Berry states that we know what PD should be:
“Effective professional development is aligned with school goals and assessments, sustained over time and job-embedded, focused on core content and active learning, and fueled by serious collaboration and coaching.”
So what kind of progress are you finding? What barriers do you meet as you work to make professional development transformative and systemic?
Berry identifies five causes to PD being, by-in-large, unchanged. I’ve added my thoughts and comments following each.
#1 Professional Learning Communities in the U.S, unlike those in top performing nations, are driven by data and spreadsheets, as opposed to being driven by inquiry and led by teachers.
My observations suggest that most elementary PLCs spend too much time looking at too much data. It is rare for them to have time to identify a need from the data they’ve studied, identify necessary student behaviors and experiences needed to gain the desired achievement, plan for teaching behaviors to gain those student behaviors, and then conduct the change and measure the impact. This process is what would lead to teacher learning that changes future practice. Narrowing the focus is a necessity for most elementary PLCs.
At the secondary level my observations identify that actual student work is too often missing from the PLC setting. Examining the results of common assessments regarding grades or even item analysis provides a starting point, but I believe misses the learning that results from examining the actual “work” the student produced. Looking at the student work raises teacher inquiry.

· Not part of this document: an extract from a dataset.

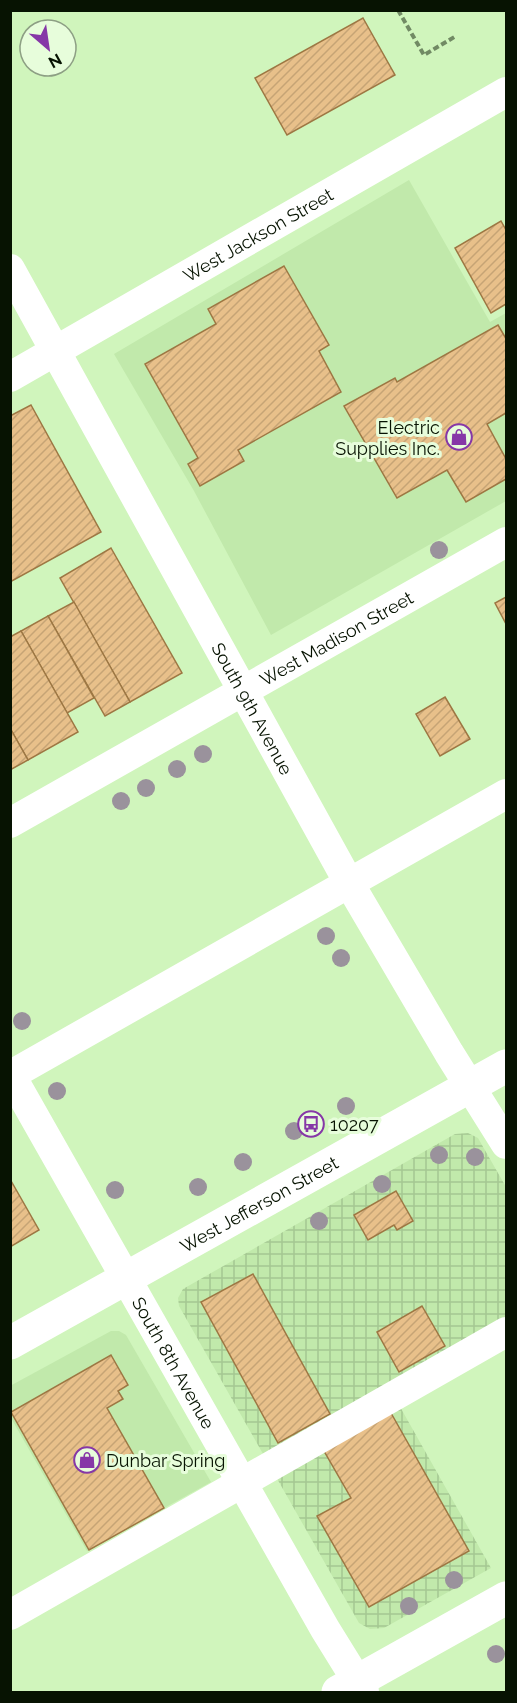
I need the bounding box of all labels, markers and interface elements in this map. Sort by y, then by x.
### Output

#2 Most formal evaluation tools devalue the spread of teaching expertise—and teachers have little opportunity to test out, refine, and expand on the feedback they receive.
I believe we need increased opportunities for teachers to be discussing with supervisors and colleagues their latest learning and their current questions that are driving their desire to learn. I have recently conducted about a hundred classroom observations with groups of principals and coaches who then discussed the observations. As we walked away from one such observation I was asked how often I “see what I want” in teaching and learning? I was able to share that I have moved beyond evaluation to a coaching focus that is always considering what is the “next step “ that would advance teaching and learning.

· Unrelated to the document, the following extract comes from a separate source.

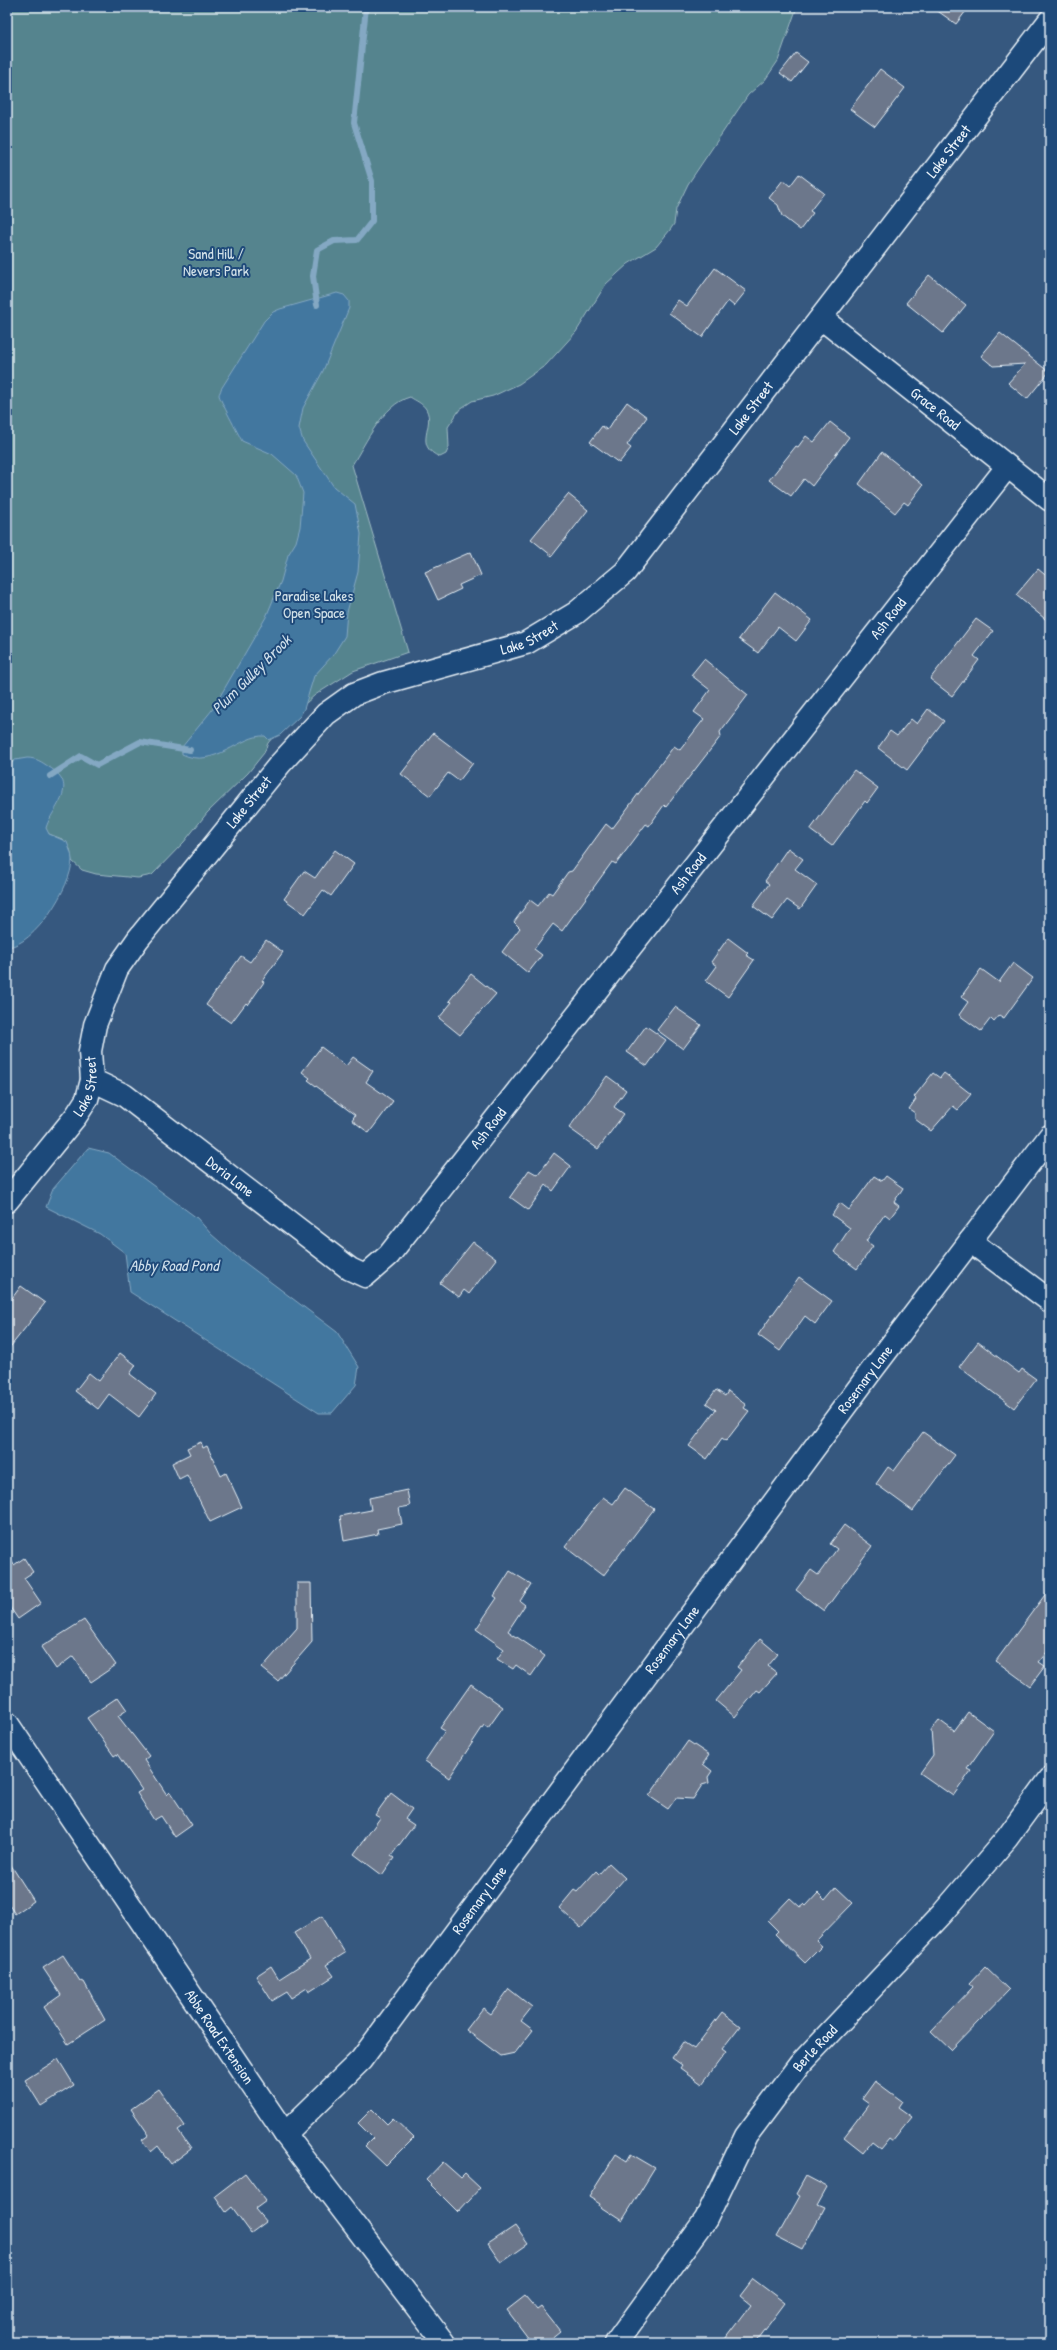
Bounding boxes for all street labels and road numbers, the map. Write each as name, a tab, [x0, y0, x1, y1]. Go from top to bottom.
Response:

#3 When teachers are elevated as instructional coaches, they are taken out of the classroom and are soon viewed by colleagues as quasi-administrators, not as peers.
In too many cases instructional coaches are assigned with little clarity and training for their roles. Even more often principals have been provided no guidance in understanding their role in designing the school culture that utilizes the coach to impact student achievement. It is very rare that teachers are provided with guidance on how to make the most effective use of the coaches ’availability.
#4 Very little of what counts as professional development in the U.S. builds on the importance of reciprocal mentoring between teacher and coach in collective efforts to improve instructional practice.
I use the diagram below to illustrate that teaching is about studying learning and student work (observing and thinking) which leads to creating learning opportunities and then experimenting as students begin engaging. Observation and thinking continue leading to new creations and experiments. My coach is inside my circle increasing my observation, thinking, creating, and experimenting.
#5 Many administrators do not know enough about how to utilize teachers to lead their own learning—and, under pressure to garner short-term test gains, they tamp down the role of classroom experts in transforming professional development.
I am a strong supporter of strategies that increasingly give teachers the responsibility for driving their own professional growth. That means administrators need to be communicating that continuous teacher learning is an expectation.
Some questions administrators might use:
What do you think your students need you to learn?
What are you learning in your PLC work?
How are you using the instructional coach to increase your learning?
What are you doing in your classroom that you haven’t done before? What are you finding?
How do you see professional development changing? How do you see it needing to change?